**Task statement**. Return, unchanged and with no pictures, the lines below from the very first through the one that contains "Convert this map".

**Working data**.
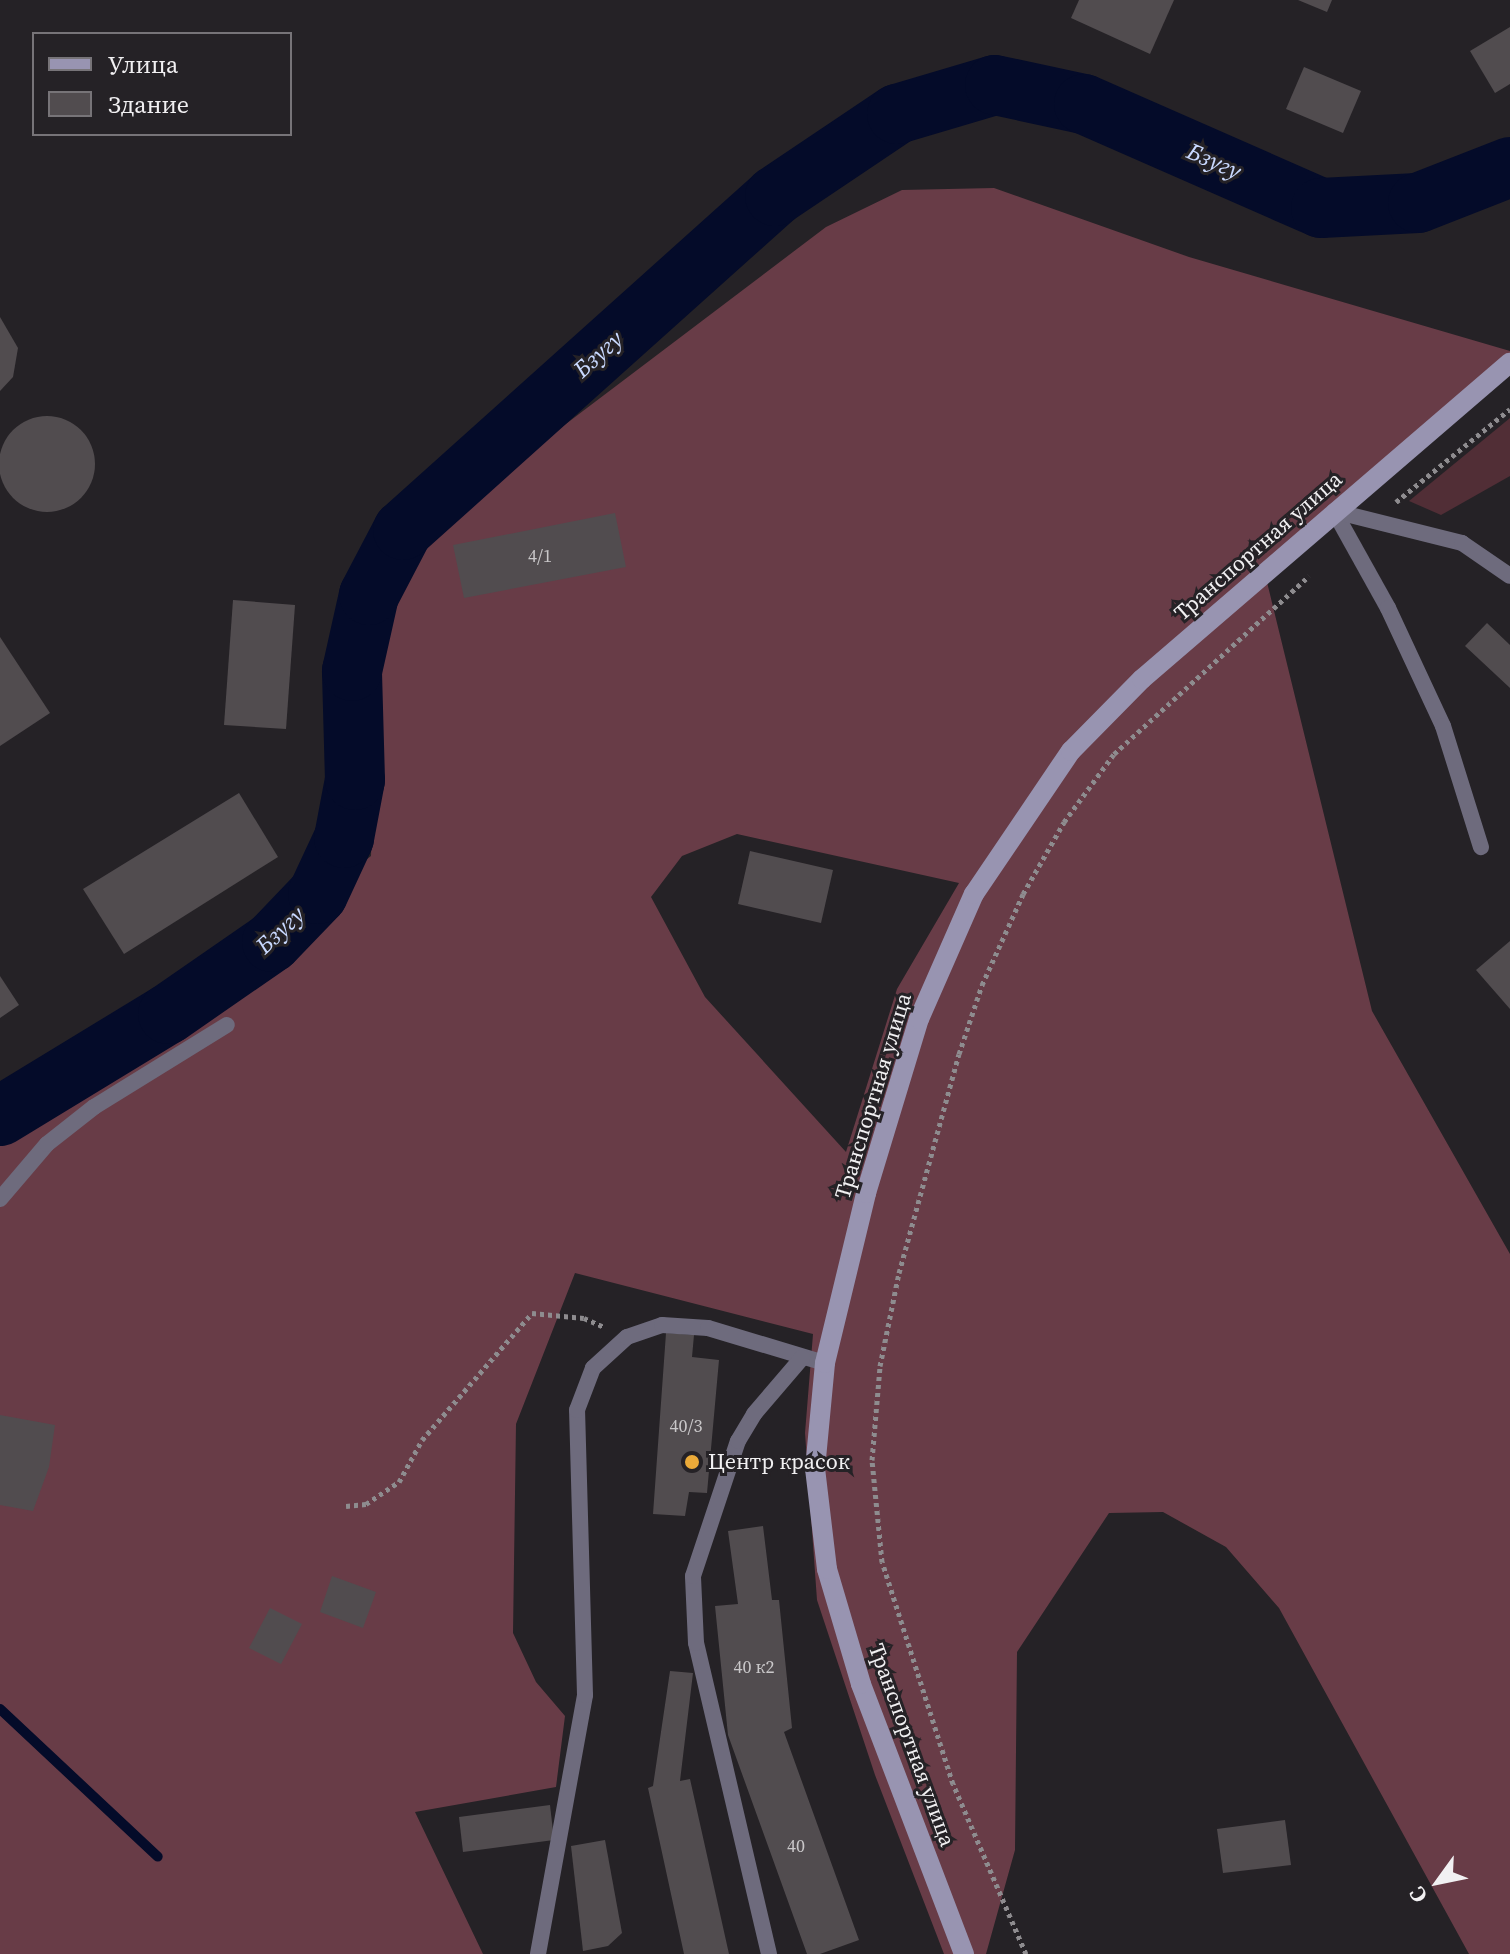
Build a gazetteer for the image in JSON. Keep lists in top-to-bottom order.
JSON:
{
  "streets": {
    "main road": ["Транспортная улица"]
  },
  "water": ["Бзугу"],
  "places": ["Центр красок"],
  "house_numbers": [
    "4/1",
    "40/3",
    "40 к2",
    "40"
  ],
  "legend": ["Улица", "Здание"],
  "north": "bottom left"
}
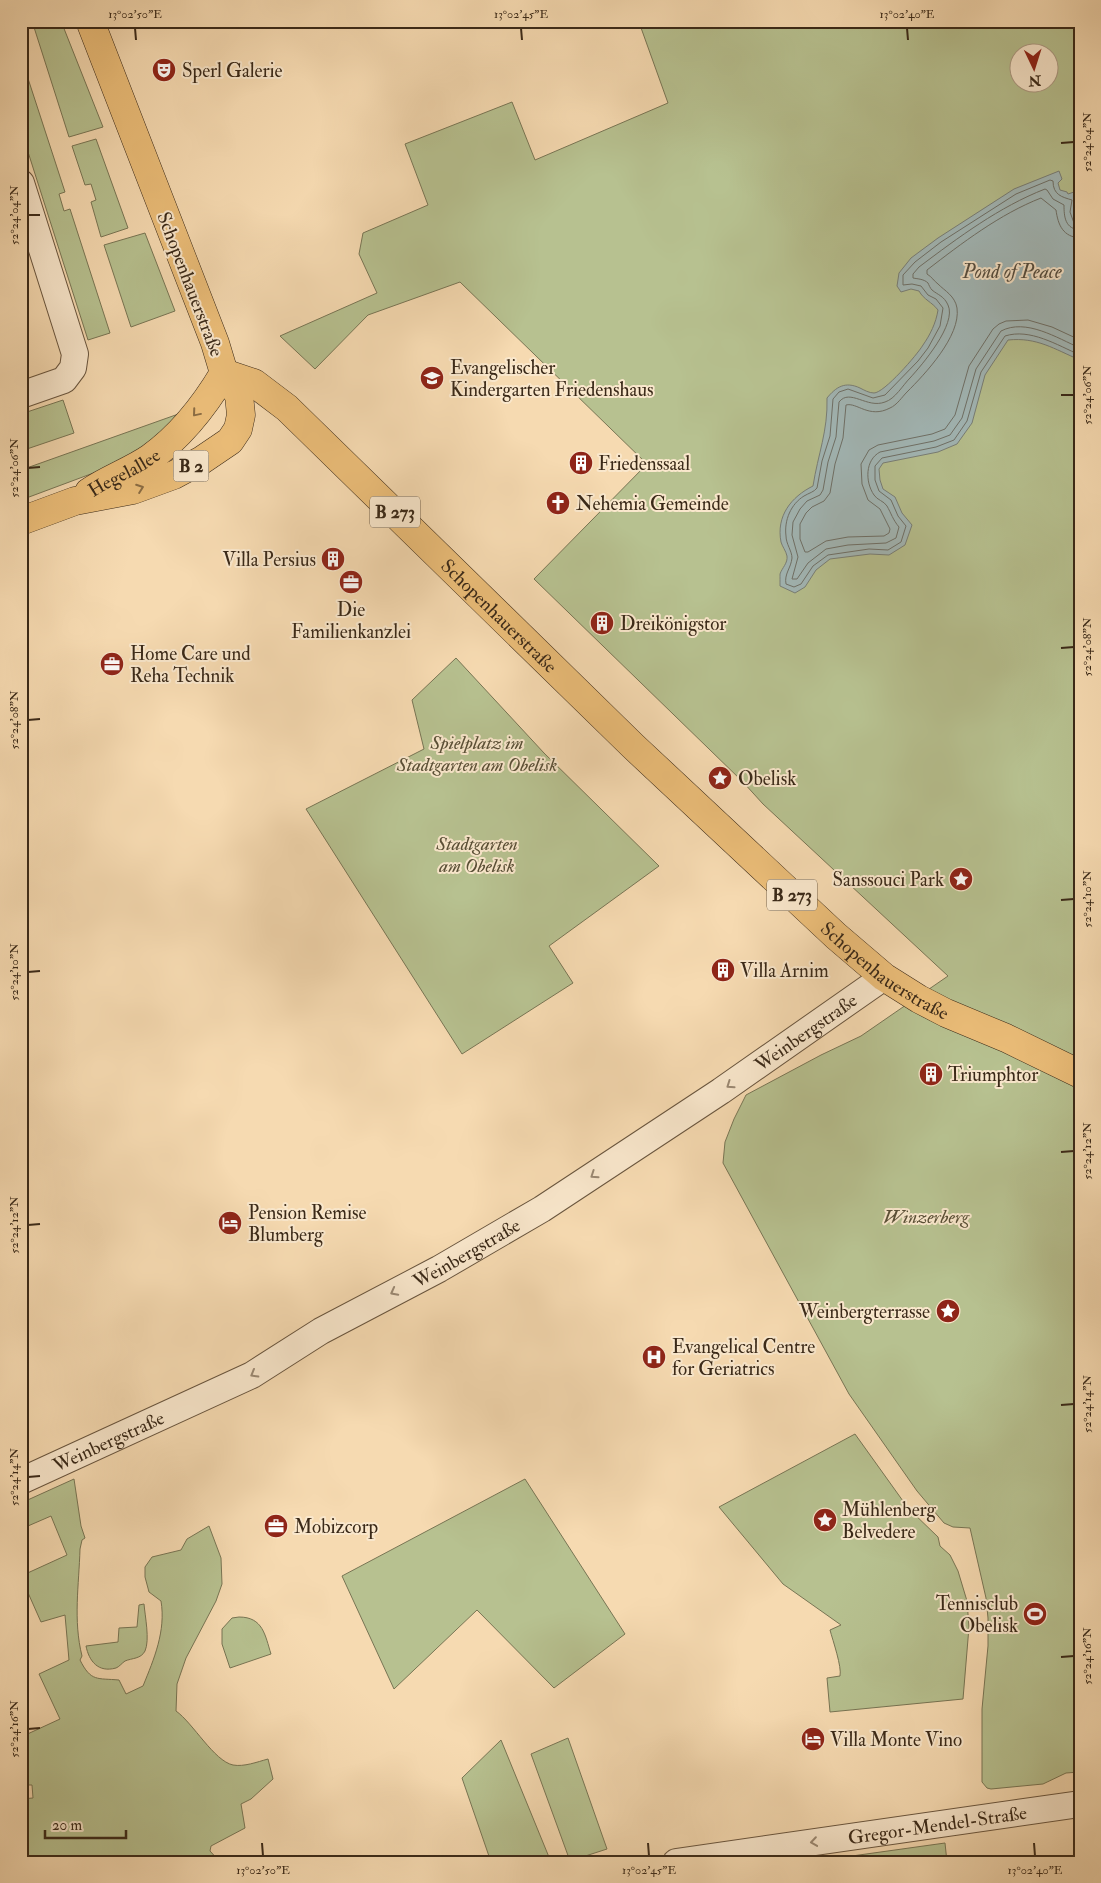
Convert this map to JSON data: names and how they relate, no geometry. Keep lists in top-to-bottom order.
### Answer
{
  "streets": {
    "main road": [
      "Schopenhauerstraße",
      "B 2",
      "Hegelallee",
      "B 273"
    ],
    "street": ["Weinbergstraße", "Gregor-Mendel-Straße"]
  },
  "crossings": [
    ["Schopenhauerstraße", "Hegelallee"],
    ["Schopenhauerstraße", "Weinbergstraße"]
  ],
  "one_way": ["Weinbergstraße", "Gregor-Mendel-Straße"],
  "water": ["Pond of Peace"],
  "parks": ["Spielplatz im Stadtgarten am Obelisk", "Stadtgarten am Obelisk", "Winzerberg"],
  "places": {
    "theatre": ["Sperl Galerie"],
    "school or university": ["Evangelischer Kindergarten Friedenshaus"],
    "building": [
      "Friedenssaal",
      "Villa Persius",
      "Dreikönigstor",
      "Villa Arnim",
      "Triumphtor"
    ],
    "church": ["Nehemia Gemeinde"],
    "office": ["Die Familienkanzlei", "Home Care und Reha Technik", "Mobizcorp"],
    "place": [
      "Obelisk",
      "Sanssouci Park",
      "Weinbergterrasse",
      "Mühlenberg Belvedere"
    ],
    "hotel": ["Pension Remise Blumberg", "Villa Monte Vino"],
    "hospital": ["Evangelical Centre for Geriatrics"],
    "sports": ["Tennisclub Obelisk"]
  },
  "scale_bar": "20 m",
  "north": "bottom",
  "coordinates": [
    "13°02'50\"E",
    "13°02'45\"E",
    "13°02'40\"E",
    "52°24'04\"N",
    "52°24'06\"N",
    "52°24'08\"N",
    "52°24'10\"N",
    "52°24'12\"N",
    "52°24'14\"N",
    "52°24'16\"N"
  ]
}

**Exercise response**.
Build a gazetteer for the image in JSON. Keep lists in top-to-bottom order.
JSON:
{
  "streets": {
    "main road": ["Транспортная улица"]
  },
  "water": ["Бзугу"],
  "places": ["Центр красок"],
  "house_numbers": [
    "4/1",
    "40/3",
    "40 к2",
    "40"
  ],
  "legend": ["Улица", "Здание"],
  "north": "bottom left"
}
Convert this map to JSON data: names and how they relate, no geometry. Keep lists in top-to-bottom order.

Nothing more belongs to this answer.